DUBAI – Boeing has forecasted that in the Middle Eastern market, there will be a need for 3,350 aircraft over the next two decades, valued at $730 billion.
It is expected that twin-aisle aircraft such as the Boeing 787 Dreamliner and the Boeing 777X and 300-ER models will make up for 50% of the new aircraft in the Middle East, valued at $520 billion alone.
The demand for the 787 Dreamliner, in particular, came yesterday as Emirates placed an order for 40 787-10 Dreamliners in a $15.1 billion order.
More than half of total deliveries in the Middle East are due to be single-aisle aircraft like the 737MAX. Low-cost carrier growth in the Middle East has been exponential so 1,770 aircraft like the 737MAX will be needed over 20 years, which the market alone is valued at $190 billion.
Randy Tinseth, vice president of Marketing, Boeing Commercial Airplanes commented on this forecast: “Traffic growth in the Middle East is expected to grow at 5.6 percent annually during the next 20 years.
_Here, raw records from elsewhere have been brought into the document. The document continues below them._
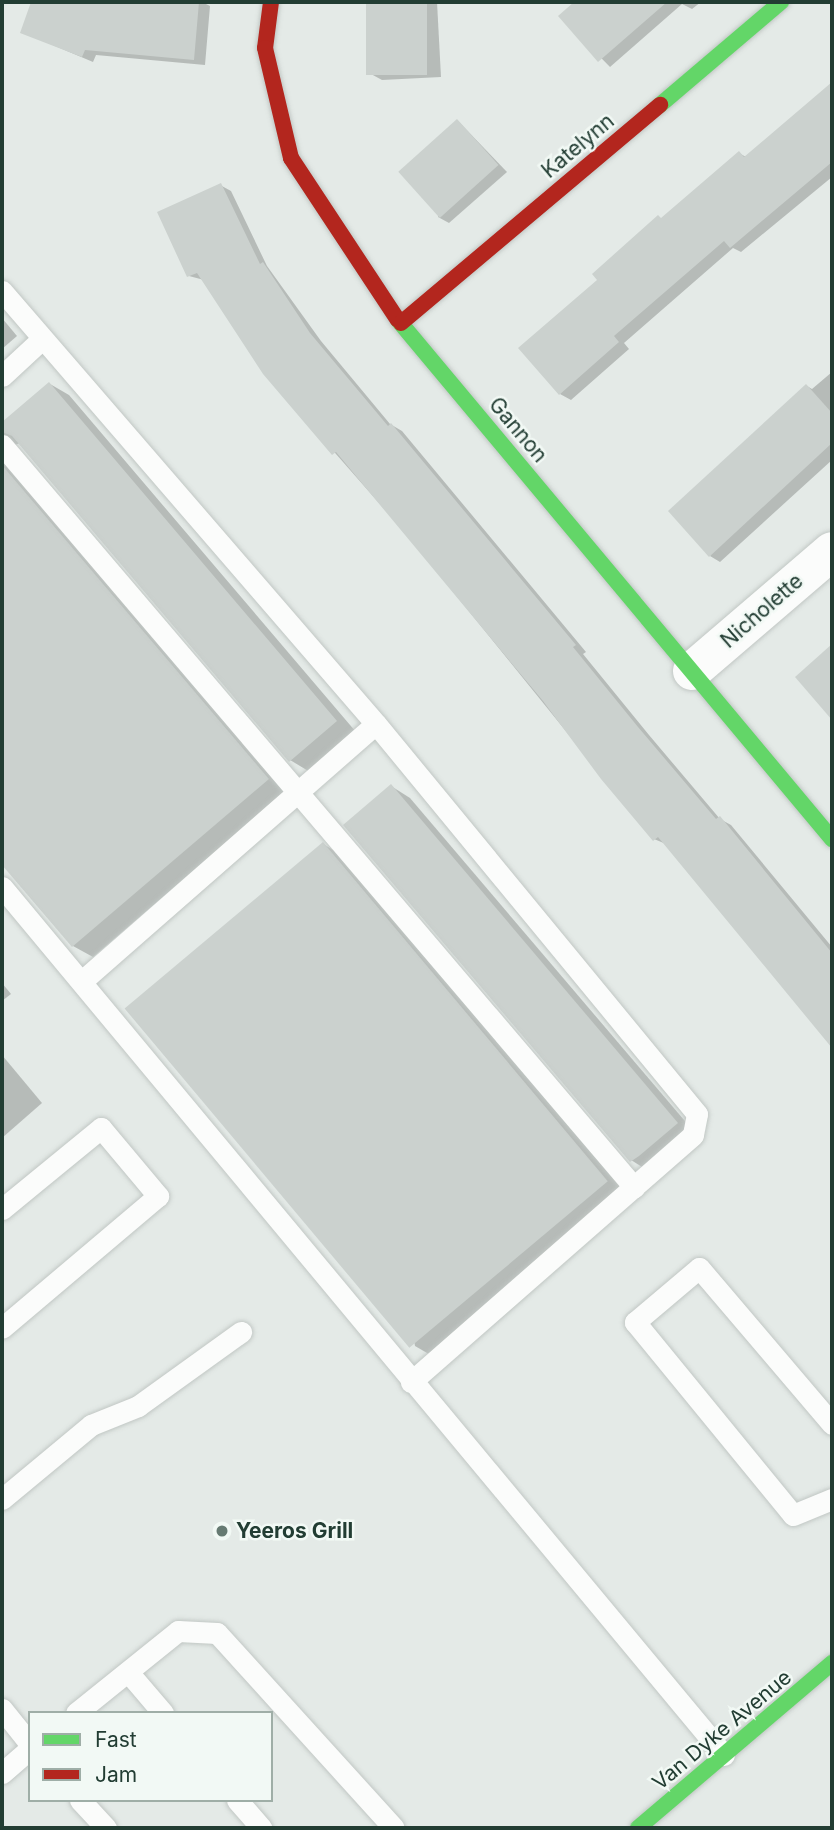 <!DOCTYPE html>
<html>
<head>
<meta charset="utf-8">
<style>
  body { margin:0 }
  #map { position:relative; width:834px; height:1830px; overflow:hidden; background:#e4eae7; font-family:Inter,sans-serif }
  div>[style] { position:absolute }
  .shadow>* { inset:0; background:#0003 }
  .building>* { inset:0; background:#cbd1ce; transform-origin:0 0 }
  .roads { filter:drop-shadow(0 0 2px #c1c7c4) drop-shadow(0 0 2px #c1c7c4) }
  .lane>* { height:21px; margin:-10.5px; padding:0 10.5px; transform-origin:10.5px; border-radius:10.5px; background:#fbfcfb }
  .street>* { height:38px; margin:-19px; padding:0 19px; transform-origin:19px; border-radius:19px; background:#fbfcfb }
  .fast>* { height:16px; margin:-8px; padding:0 8px; transform-origin:8px; border-radius:8px; background:#63d668 }
  .jam>* { height:16px; margin:-8px; padding:0 8px; transform-origin:8px; border-radius:8px; background:#b3261e }
  .dots>* { width:19px; height:19px; translate:-50% -50%; box-sizing:border-box; border:4px solid #f2f9f5; border-radius:50% }
  span { translate:-50% -50%; white-space:nowrap; text-align:center; line-height:1.15; -webkit-text-stroke:5px #f2f9f5; paint-order:stroke }
  .street-label { font-size:21px; color:#223d33 }
  .poi-label { font-size:21px; color:#223d33; font-weight:700 }
  .left { translate:0 -50%; text-align:left }
  .frame { position:absolute; inset:0; border:4px solid #223d33; pointer-events:none }
  .legend { position:absolute; left:28px; top:1711px; width:245px; height:91px; box-sizing:border-box; background:#f2f9f5; border:2px solid #9faea7; margin:0; padding:9px 12px; list-style:none; font-size:21px; color:#223d33 }
  .legend li { display:flex; align-items:center; gap:14px; height:35px }
  .legend b { width:35px; border:2px solid #9faea7 }
</style>
</head>
<body>
<div id="map">
  <div class="shadow">
    <div style="clip-path:polygon(33px 2px,202px 2px,210px 6px,205px 65px,96px 55px,93px 62px,22px 32px)"></div>
    <div style="clip-path:polygon(368px 2px,437px 2px,441px 77px,382px 80px,371px 74px)"></div>
    <div style="clip-path:polygon(576px 2px,701px 2px,692px 9px,682px 4px,610px 67px,560px 16px)"></div>
    <div style="clip-path:polygon(832px 84px,832px 177px,741px 252px,733px 248px,624px 343px,629px 349px,571px 400px,560px 394px,600px 280px,739px 153px,746px 157px)"></div>
    <div style="clip-path:polygon(458px 121px,507px 172px,449px 223px,438px 217px)"></div>
    <div style="clip-path:polygon(220px 185px,231px 191px,267px 266px,321px 341px,390px 424px,402px 431px,586px 652px,583px 654px,649px 735px,720px 819px,731px 825px,832px 947px,832px 1045px,666px 844px,654px 839px,603px 777px,408px 536px,264px 372px,204px 280px,189px 276px)"></div>
    <div style="clip-path:polygon(2px 318px,17px 336px,2px 349px)"></div>
    <div style="clip-path:polygon(832px 372px,832px 460px,720px 562px,710px 556px,807px 386px,812px 389px)"></div>
    <div style="clip-path:polygon(50px 384px,69px 395px,356px 732px,310px 772px,290px 760px,20px 443px,12px 446px,287px 790px,93px 957px,73px 946px,2px 862px,2px 425px)"></div>
    <div style="clip-path:polygon(391px 786px,410px 798px,696px 1134px,650px 1172px,631px 1160px)"></div>
    <div style="clip-path:polygon(323px 844px,342px 855px,628px 1191px,434px 1357px,415px 1346px)"></div>
    <div style="clip-path:polygon(2px 983px,11px 994px,2px 1001px)"></div>
    <div style="clip-path:polygon(2px 1055px,42px 1103px,2px 1138px)"></div>
  </div>
  <div class="building">
    <div style="clip-path:polygon(31px 2px,199px 2px,194px 60px,85px 50px,82px 57px,20px 33px)"></div>
    <div style="left:366px;top:2px;width:61px;height:73px"></div>
    <div style="clip-path:polygon(574px 2px,667px 2px,598px 62px,558px 16px)"></div>
    <div style="clip-path:polygon(832px 82px,832px 162px,730px 248px,724px 241px,614px 336px,619px 342px,559px 395px,518px 348px,597px 280px,592px 274px,658px 215px,661px 218px,739px 151px,744px 157px)"></div>
    <div style="left:457px;top:119px;width:62px;height:79px;rotate:48deg"></div>
    <div style="clip-path:polygon(221px 183px,260px 264px,263px 262px,310px 333px,388px 426px,391px 423px,576px 645px,573px 647px,638px 727px,716px 819px,720px 816px,832px 953px,832px 1048px,658px 837px,653px 841px,601px 779px,543px 701px,336px 452px,332px 455px,263px 374px,197px 273px,187px 277px,157px 212px)"></div>
    <div style="clip-path:polygon(49px 382px,337px 721px,289px 762px,12px 436px,2px 432px,2px 422px)"></div>
    <div style="clip-path:polygon(806px 384px,832px 413px,832px 443px,709px 557px,668px 511px)"></div>
    <div style="clip-path:polygon(2px 465px,269px 779px,72px 947px,2px 865px)"></div>
    <div style="clip-path:polygon(832px 644px,832px 720px,795px 677px)"></div>
    <div style="clip-path:polygon(391px 784px,678px 1123px,639px 1156px,630px 1162px,343px 825px)"></div>
    <div style="left:323px;top:842px;width:443px;height:259px;rotate:50deg"></div>
  </div>
  <div class="roads">
    <div class="lane">
      <div style="left:2px;top:291px;width:572px;rotate:49.18deg"></div>
      <div style="left:376px;top:724px;width:505px;rotate:50.54deg"></div>
      <div style="left:697px;top:1114px;width:21px;rotate:101deg"></div>
      <div style="left:693px;top:1135px;width:375px;rotate:138.8deg"></div>
      <div style="left:2px;top:376px;width:54px;rotate:-42.8deg"></div>
      <div style="left:2px;top:445px;width:975px;rotate:49.58deg"></div>
      <div style="left:2px;top:887px;width:1129px;rotate:50.25deg"></div>
      <div style="left:82px;top:981px;width:390px;rotate:-41.2deg"></div>
      <div style="left:2px;top:1209px;width:128px;rotate:-39.3deg"></div>
      <div style="left:101px;top:1128px;width:89px;rotate:50deg"></div>
      <div style="left:158px;top:1196px;width:204px;rotate:139.8deg"></div>
      <div style="left:832px;top:1424px;width:205px;rotate:-130.4deg"></div>
      <div style="left:699px;top:1268px;width:84px;rotate:139.8deg"></div>
      <div style="left:635px;top:1322px;width:249px;rotate:50.7deg"></div>
      <div style="left:793px;top:1515px;width:42px;rotate:-22.3deg"></div>
      <div style="left:2px;top:1499px;width:116px;rotate:-39.7deg"></div>
      <div style="left:91px;top:1425px;width:51px;rotate:-22deg"></div>
      <div style="left:138px;top:1406px;width:127px;rotate:-35.7deg"></div>
      <div style="left:128px;top:1672px;width:54px;rotate:49.5deg"></div>
      <div style="left:2px;top:1709px;width:45px;rotate:51.3deg"></div>
      <div style="left:76px;top:1713px;width:131px;rotate:-38.8deg"></div>
      <div style="left:178px;top:1631px;width:39px;rotate:3deg"></div>
      <div style="left:217px;top:1633px;width:263px;rotate:47.8deg"></div>
      <div style="left:2px;top:1773px;width:37px;rotate:-41deg"></div>
      <div style="left:80px;top:1800px;width:38px;rotate:47deg"></div>
      <div style="left:237px;top:1800px;width:37px;rotate:49deg"></div>
    </div>
    <div class="street">
      <div style="left:692px;top:671px;width:184px;rotate:-40.6deg"></div>
    </div>
    <div class="fast">
      <div style="left:660px;top:105px;width:159px;rotate:-40.4deg"></div>
      <div style="left:398px;top:320px;width:677px;rotate:50.1deg"></div>
      <div style="left:638px;top:1828px;width:255px;rotate:-40.4deg"></div>
    </div>
    <div class="jam">
      <div style="left:271px;top:2px;width:46px;rotate:97.4deg"></div>
      <div style="left:265px;top:48px;width:113px;rotate:76.7deg"></div>
      <div style="left:291px;top:158px;width:194px;rotate:56.6deg"></div>
      <div style="left:401px;top:323px;width:339px;rotate:-40.1deg"></div>
    </div>
  </div>
  <div class="dots">
    <div style="left:222px;top:1531px;background:#667a72"></div>
  </div>
  <div class="street-label">
    <span style="left:578px;top:146px;rotate:-40deg">Katelynn</span>
    <span style="left:518px;top:430px;rotate:50deg">Gannon</span>
    <span style="left:762px;top:611px;rotate:-41deg">Nicholette</span>
    <span style="left:722px;top:1730px;rotate:-40deg">Van Dyke Avenue</span>
  </div>
  <div class="poi-label">
    <span class="left" style="left:236px;top:1531px">Yeeros Grill</span>
  </div>
  <div class="frame"></div>
  <ul class="legend">
  <li><b style="height:9px;background:#63d668"></b>Fast</li>
  <li><b style="height:9px;background:#b3261e"></b>Jam</li>
  </ul>
</div>
</body>
</html>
The fact that 85 percent of the world’s population lives within an eight-hour flight of the Arabian Gulf, coupled with robust business models and investment in infrastructure, allows carriers in the Middle East to channel traffic through their hubs and offer one-stop service between many cities.”
On top of this forecast, Boeing will become more present and supportive in the role of their third biggest business unit called Global Services, a $2.6 trillion program which aims to create “tailored solutions and everything in between” featuring the support of commercial and defense systems through the use of global reach, strong customer in-country partnerships as well as positioning the company in the future to become more successful.
The Middle East counts for nearly 10% of Boeing’s long-term demand for the globe. Boeing’s global forecast is in the region of $6.1 trillion, which will require 41,030 aircraft over the next two decades.
Boeing has said that these aircraft are needed to replace the less fuel-efficient aircraft that are currently being operated by such carriers as well as benefitting passengers with lower fares. They believe that if this can be done, then they can stimulate growth in markets, economies and in the business models of the airlines that operate around the world.
Boeing’s forecast appears to be much more confident than Airbus’ as they claim that the Middle East forecast is only valued at $600 billion and require only 2,590 aircraft by 2036, hinting that the market isn’t as strong as what Boeing believes.
They do have the same consensus in twin-aisle aircraft accounting for most of the forecast. All-in-all, it must show that Boeing believes that they can be much more successful in their 737MAX, 787 and 777 families than Airbus with their A320, A350, and A380 families respectively.